Quant au choix de la vidéo, il s'est fait au vu de l'offre logicielle d'Apple. Aujourd'hui on a vraiment une opportunité. Ce qu'Apple a fait avec Final Cut c'est énorme. Ça nous sert de tremplin. Et le produit est de plus en plus populaire. On a vu le switch de TF1 en France. C'est un exemple incroyable cet abandon d'AVID pour Final Cut Pro. La BBC aussi suit le même parcours. On a, avec ces outils, l'opportunité d'aller chercher de vrais nouveaux clients, pas juste de piquer ceux du concurrent. C'est un potentiel de nouvelles parts de marché qui s'ouvre à nous.

Si on prend par contre l'exemple de l'architecture, ArchiCAD est un produit qui existe depuis 20 ans. Il est pratiquement déjà installé dans toutes les agences qui utilisent du Mac. Là ce ne sont pas de nouveaux clients que vous allez chercher. Vous allez peut-être faire des mises à jour, peut-être vendre quelques nouvelles machines, mais ça s'arrête là. Pour moi l'important c'est de trouver de nouveaux business, et ça passe par des solutions comme Final Cut Pro pour remplacer du AVID, ça peut être aussi des projets pédagogiques, ça peut être la médecine et la radiologie avec Osirix qui est développé en Suisse.

En résumé, il faut trouver des domaines où l'on a une application spécifique et chercher des clients à qui on peut amener une solution complète.
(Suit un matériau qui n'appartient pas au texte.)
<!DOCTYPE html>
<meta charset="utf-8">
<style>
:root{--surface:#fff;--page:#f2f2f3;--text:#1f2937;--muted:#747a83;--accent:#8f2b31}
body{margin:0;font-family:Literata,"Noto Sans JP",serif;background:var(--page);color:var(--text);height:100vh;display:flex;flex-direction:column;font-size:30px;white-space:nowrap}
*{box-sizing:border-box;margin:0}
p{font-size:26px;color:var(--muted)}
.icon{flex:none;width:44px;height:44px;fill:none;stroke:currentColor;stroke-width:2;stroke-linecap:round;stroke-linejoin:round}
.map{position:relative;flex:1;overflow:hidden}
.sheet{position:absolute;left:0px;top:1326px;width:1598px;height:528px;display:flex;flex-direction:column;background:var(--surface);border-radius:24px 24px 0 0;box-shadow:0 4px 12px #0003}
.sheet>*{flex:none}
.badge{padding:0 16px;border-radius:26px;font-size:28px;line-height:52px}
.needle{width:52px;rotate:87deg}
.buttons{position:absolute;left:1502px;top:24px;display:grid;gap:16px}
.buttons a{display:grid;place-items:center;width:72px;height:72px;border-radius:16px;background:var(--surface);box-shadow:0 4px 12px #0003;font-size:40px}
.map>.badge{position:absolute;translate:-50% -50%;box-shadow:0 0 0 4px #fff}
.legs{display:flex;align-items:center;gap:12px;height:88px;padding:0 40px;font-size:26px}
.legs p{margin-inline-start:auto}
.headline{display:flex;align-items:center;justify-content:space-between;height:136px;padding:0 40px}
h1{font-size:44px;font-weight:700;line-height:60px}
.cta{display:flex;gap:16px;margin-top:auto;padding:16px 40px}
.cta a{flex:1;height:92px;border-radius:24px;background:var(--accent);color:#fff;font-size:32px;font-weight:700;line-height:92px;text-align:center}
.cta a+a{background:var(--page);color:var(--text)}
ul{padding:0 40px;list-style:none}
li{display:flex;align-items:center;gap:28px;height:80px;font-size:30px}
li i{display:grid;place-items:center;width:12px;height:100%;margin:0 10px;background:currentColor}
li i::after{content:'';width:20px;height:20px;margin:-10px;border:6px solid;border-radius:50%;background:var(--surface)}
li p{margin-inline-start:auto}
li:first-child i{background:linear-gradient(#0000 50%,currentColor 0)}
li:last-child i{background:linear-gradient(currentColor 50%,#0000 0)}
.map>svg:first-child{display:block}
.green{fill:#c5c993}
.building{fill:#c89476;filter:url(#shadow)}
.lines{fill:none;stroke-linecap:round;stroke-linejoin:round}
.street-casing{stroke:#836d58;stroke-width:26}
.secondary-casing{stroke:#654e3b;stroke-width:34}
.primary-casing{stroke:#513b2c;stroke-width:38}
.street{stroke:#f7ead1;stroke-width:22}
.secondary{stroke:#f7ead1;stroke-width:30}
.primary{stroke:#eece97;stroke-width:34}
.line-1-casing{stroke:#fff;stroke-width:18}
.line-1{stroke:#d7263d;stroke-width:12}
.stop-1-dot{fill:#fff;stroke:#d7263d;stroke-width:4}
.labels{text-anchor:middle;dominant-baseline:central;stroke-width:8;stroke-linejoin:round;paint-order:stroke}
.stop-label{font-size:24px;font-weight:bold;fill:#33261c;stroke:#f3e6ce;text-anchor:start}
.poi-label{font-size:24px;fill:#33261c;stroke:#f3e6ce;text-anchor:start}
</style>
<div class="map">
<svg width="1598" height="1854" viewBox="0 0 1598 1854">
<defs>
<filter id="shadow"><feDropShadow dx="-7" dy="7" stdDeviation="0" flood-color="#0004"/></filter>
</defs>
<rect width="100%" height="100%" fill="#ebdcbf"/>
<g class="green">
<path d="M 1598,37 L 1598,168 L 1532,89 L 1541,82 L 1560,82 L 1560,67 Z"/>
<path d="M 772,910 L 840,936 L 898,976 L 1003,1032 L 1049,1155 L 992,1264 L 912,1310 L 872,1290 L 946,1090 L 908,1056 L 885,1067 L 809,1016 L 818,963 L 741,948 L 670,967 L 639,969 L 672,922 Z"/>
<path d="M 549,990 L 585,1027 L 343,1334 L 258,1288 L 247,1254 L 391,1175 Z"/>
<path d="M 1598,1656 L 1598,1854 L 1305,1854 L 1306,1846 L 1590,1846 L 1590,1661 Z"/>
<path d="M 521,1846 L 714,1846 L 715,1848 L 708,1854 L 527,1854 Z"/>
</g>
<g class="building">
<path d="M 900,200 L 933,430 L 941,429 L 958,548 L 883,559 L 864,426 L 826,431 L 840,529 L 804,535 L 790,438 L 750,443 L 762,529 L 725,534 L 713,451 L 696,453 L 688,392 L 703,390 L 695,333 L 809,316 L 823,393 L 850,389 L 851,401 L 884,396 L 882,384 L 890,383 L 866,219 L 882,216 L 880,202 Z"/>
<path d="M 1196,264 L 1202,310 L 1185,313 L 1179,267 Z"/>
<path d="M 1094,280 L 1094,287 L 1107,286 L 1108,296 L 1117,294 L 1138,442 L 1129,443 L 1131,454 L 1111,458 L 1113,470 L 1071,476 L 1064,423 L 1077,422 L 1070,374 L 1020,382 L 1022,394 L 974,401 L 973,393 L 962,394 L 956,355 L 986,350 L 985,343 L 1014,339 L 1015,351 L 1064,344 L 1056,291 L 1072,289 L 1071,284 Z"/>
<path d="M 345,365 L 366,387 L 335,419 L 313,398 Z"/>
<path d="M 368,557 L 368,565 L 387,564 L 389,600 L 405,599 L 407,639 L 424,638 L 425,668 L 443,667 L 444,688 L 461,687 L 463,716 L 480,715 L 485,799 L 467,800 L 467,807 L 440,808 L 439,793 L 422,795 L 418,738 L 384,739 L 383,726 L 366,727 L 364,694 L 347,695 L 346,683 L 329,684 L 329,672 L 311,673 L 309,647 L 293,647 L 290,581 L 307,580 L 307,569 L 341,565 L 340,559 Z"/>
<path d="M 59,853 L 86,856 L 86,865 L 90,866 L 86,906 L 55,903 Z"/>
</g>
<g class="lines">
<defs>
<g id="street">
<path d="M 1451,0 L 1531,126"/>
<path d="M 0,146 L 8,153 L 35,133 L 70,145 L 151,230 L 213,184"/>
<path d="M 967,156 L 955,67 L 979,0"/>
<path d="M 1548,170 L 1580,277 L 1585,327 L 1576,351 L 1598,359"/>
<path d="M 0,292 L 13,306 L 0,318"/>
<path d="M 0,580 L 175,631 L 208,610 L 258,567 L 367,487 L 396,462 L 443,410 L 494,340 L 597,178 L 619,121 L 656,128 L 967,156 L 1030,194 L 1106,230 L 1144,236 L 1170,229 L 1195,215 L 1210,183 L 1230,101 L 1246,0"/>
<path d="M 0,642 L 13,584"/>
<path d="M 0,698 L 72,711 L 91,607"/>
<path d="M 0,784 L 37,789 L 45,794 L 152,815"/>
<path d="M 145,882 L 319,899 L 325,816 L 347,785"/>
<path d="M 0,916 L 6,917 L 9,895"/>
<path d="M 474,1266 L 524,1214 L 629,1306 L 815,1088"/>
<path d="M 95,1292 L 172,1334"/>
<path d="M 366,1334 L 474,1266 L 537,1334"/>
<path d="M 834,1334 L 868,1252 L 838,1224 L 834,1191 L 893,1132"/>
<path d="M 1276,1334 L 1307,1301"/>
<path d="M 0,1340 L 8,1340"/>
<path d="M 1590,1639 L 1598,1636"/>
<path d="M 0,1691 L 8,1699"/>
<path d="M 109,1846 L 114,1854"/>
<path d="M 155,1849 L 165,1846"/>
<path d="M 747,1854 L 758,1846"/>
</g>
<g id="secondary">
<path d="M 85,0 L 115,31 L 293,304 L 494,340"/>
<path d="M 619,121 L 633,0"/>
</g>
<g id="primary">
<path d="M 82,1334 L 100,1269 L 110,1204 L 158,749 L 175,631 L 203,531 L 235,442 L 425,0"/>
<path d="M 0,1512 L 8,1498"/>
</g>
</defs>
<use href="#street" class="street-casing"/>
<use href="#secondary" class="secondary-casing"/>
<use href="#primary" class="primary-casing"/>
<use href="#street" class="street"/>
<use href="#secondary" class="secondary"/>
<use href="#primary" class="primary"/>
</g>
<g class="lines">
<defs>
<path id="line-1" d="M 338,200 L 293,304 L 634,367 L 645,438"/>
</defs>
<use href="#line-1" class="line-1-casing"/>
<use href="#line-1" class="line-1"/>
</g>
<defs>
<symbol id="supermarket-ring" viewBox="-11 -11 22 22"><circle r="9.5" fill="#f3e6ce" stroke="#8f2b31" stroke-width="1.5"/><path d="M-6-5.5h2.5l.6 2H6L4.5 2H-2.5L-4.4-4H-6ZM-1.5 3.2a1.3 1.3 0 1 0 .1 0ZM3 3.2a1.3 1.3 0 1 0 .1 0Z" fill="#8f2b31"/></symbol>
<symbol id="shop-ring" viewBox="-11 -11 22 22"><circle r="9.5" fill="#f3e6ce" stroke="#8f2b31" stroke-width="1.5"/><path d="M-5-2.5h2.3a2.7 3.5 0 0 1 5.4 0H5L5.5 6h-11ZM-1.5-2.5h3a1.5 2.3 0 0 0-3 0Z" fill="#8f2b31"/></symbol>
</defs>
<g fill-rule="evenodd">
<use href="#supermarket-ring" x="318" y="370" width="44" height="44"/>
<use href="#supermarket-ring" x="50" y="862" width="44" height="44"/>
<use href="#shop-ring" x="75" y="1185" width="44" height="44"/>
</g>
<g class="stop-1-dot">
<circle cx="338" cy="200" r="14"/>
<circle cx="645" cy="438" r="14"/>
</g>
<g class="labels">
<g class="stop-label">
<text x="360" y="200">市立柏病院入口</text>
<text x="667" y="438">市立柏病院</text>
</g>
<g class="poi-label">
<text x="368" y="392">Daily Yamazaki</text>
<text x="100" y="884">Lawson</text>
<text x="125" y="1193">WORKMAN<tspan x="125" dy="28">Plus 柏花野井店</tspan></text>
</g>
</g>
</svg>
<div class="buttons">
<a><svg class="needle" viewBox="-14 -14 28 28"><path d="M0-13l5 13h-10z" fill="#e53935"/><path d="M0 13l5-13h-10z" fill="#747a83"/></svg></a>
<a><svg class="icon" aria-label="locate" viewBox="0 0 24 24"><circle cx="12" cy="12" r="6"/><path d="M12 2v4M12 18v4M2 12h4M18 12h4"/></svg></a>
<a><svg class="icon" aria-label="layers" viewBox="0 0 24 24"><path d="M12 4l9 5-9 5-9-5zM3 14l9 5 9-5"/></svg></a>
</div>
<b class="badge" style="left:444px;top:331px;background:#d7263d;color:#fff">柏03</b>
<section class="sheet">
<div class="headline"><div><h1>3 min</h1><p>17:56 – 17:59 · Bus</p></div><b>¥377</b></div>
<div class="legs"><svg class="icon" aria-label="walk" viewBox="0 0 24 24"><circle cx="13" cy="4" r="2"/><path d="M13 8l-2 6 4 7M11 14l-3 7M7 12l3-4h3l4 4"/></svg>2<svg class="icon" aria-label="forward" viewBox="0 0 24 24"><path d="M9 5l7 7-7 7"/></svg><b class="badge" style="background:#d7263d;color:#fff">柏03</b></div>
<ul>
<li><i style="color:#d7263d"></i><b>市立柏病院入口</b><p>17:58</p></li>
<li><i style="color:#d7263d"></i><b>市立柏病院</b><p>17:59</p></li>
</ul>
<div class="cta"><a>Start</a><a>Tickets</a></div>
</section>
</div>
MG : Est-ce qu'il y a de nouveaux marchés à prendre avec l'iPod touch et l'iPhone ?

ART : Je dirai oui et énormément. On n'en est vraiment qu'aux balbutiements. On a quelques grands comptes qui ont des projets, mais ils ont choisi un opérateur (Sunrise pour des questions de prix, ndr) qui est moins bien placé que ses concurrents pour leur mettre à disposition l'iPhone, il faut les importer, soit de Belgique soit d'Italie, donc ça ralentit un peu les choses.

Mais on a déjà des opérations entamées avec des clients, et c'est toujours autour de l'audiovisuel. Par exemple des départements audiovisuels de centres internationaux ou d'hôpitaux qui veulent utiliser ces périphériques dans un but pédagogique. Typiquement ça peut être des podcasts éducatifs pour des infirmières ou des médecins sur l'apprentissage de méthodes de travail.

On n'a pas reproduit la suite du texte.